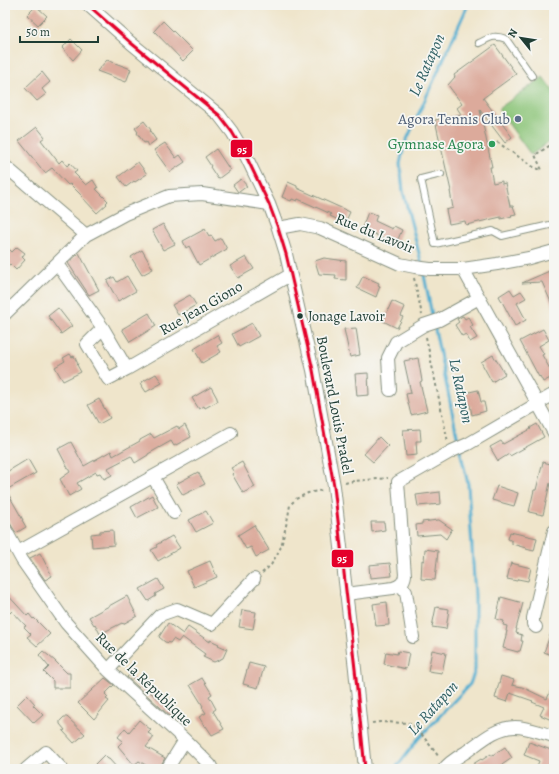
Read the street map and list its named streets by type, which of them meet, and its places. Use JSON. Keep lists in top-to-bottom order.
{
  "streets": {
    "street": [
      "Rue du Lavoir",
      "Rue Jean Giono",
      "Boulevard Louis Pradel",
      "Rue de la République"
    ]
  },
  "crossings": [
    ["Rue du Lavoir", "Boulevard Louis Pradel"],
    ["Rue Jean Giono", "Boulevard Louis Pradel"]
  ],
  "water": ["Le Ratapon"],
  "places": ["Agora Tennis Club", "Gymnase Agora", "Jonage Lavoir"],
  "lines": ["transit line 95"],
  "scale_bar": "50 m",
  "north": "top left"
}
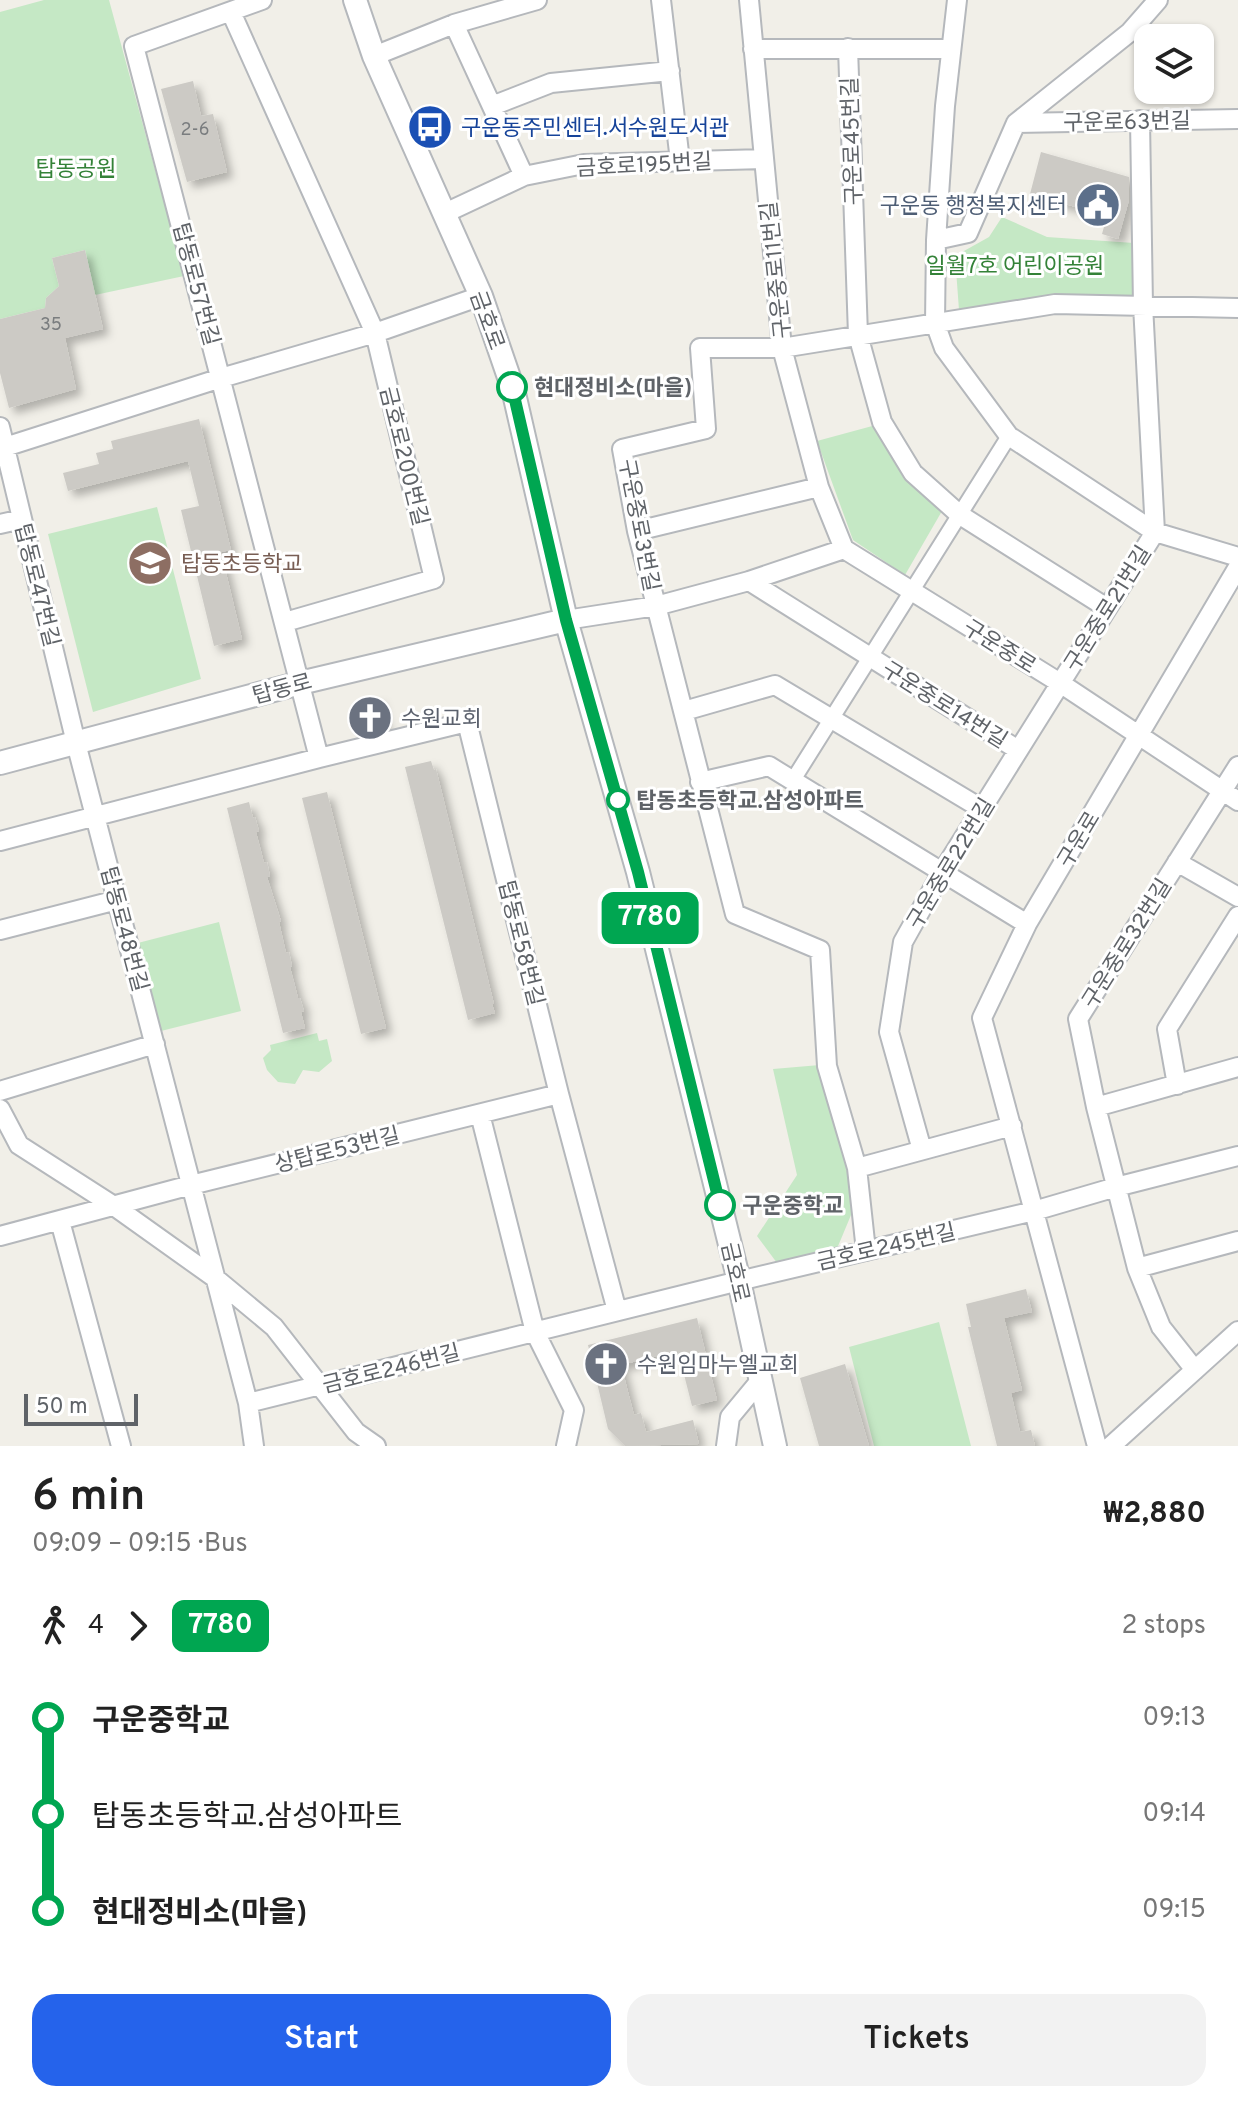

.....

Task to complete: Each record should be quoted exactly, with the images omitted.

Solution for this task:
Read the street map and list its named streets by type, which of them meet, and its places. Use JSON. Keep lists in top-to-bottom order.
{
  "streets": {
    "street": [
      "Rue du Lavoir",
      "Rue Jean Giono",
      "Boulevard Louis Pradel",
      "Rue de la République"
    ]
  },
  "crossings": [
    ["Rue du Lavoir", "Boulevard Louis Pradel"],
    ["Rue Jean Giono", "Boulevard Louis Pradel"]
  ],
  "water": ["Le Ratapon"],
  "places": ["Agora Tennis Club", "Gymnase Agora", "Jonage Lavoir"],
  "lines": ["transit line 95"],
  "scale_bar": "50 m",
  "north": "top left"
}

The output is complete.